– Mówiłem już, że powinno się pracować dla idei – powiedział Marszałek Stanisław Karczewski, odnosząc się do strajku nauczycieli. Wydaje się, że rządzący z Prawa i Sprawiedliwości już kompletnie stracili kontakt z rzeczywistością, mimo że jeszcze nie dobiegła końca ich pierwsza kadencja.
Trwa właśnie strajk nauczycieli nakręcany przez Związek Nauczycielstwa Polskiego, w którym związkowcy domagają się podwyżki o 1000 złotych. Nie domagają się oni jednak zmian systemowych, które faktycznie pomogłyby nauczycielom.

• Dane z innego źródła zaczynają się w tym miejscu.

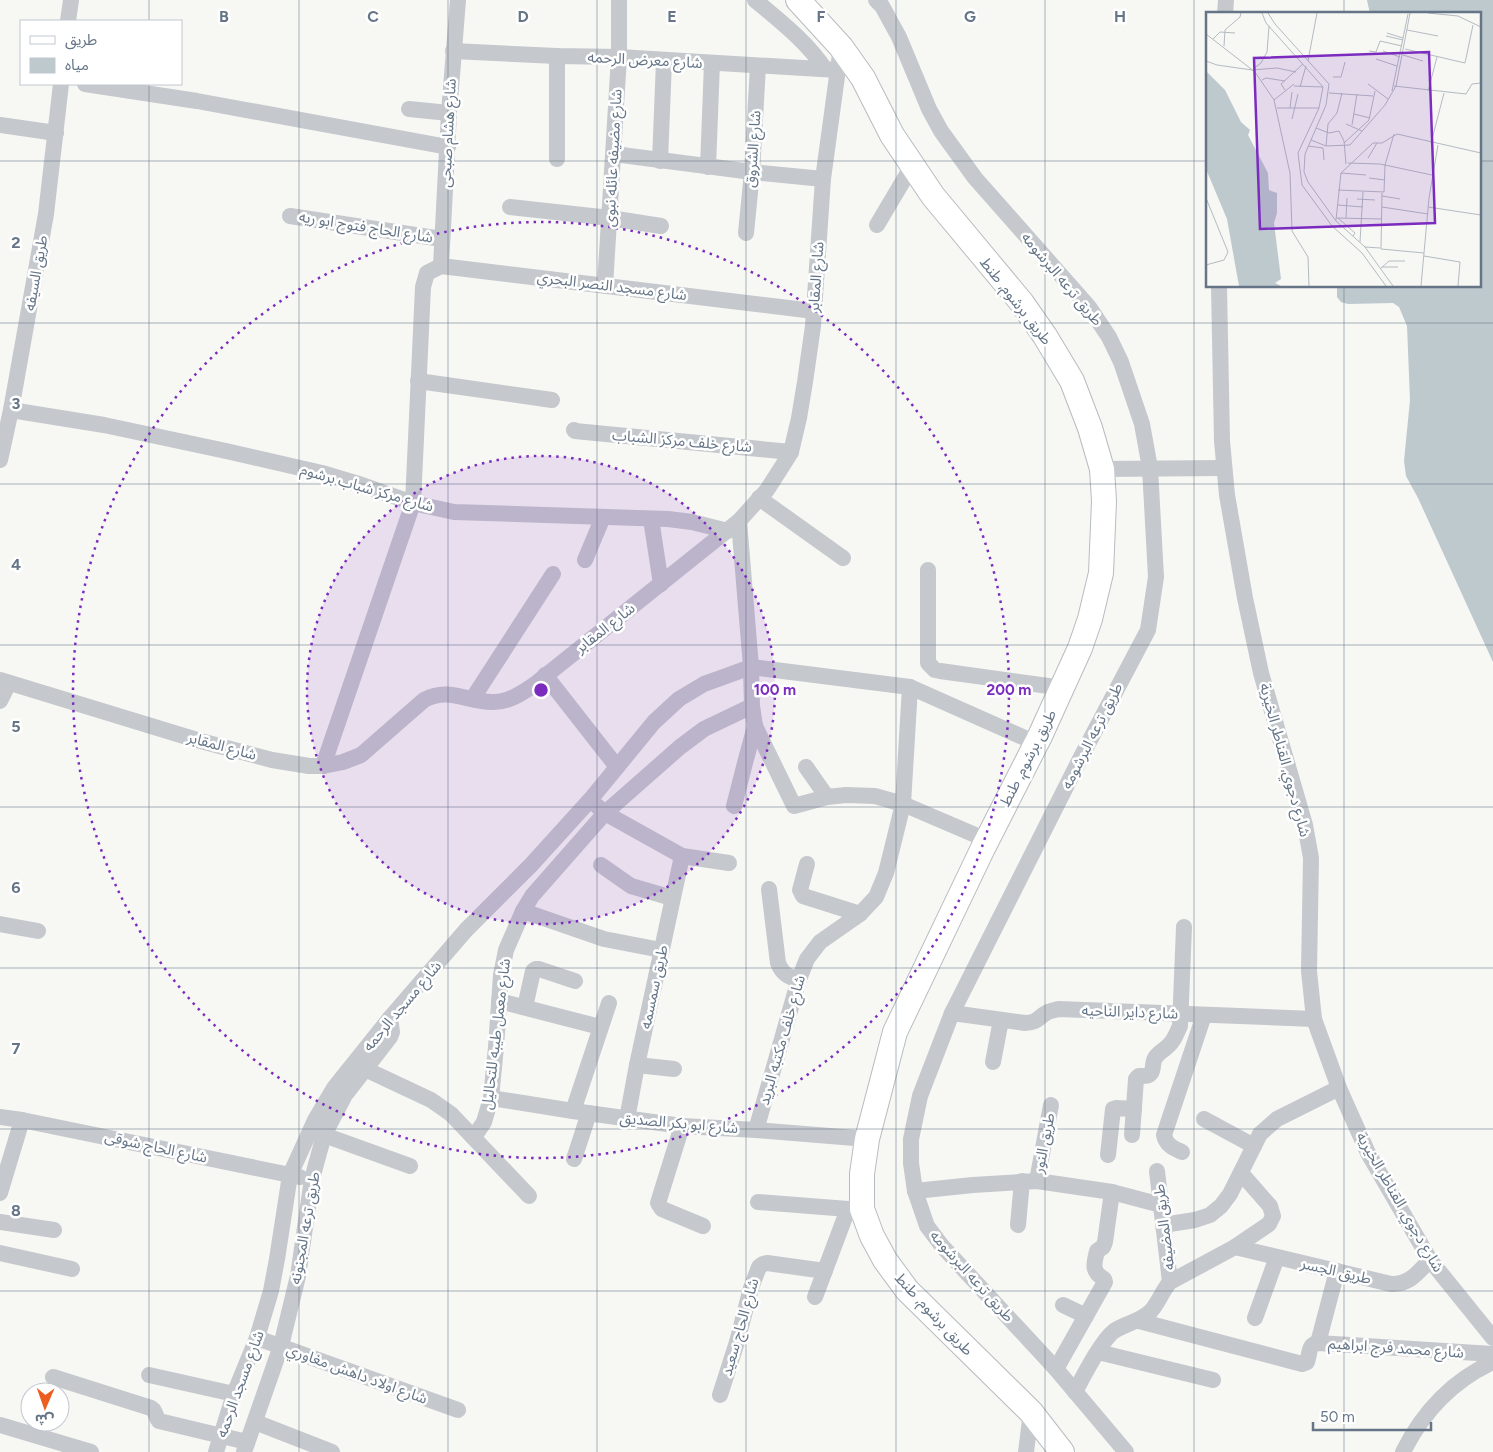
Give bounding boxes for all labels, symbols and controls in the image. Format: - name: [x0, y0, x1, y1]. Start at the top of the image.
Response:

W tym samym czasie butę i arogancję władzy postanowił po raz kolejny podkreślić Stanisław Karczewski. – Znowu będę hejtowany i skrytykowany, bo kiedyś już mówiłem, przy sporze z rezydentami, że powinno się pracować dla idei – stwierdził Marszałek Senatu.
– Ja pracowałem dla idei, pracuję dla idei i będę pracował dla idei, a dla dzieci jeszcze tym bardziej powinniśmy pracować – dodał Karczewski. Wg oświadczenia majątkowego Karczewski w 2017 roku zarobił ponad 200 tysięcy złotych za „pracę dla idei”.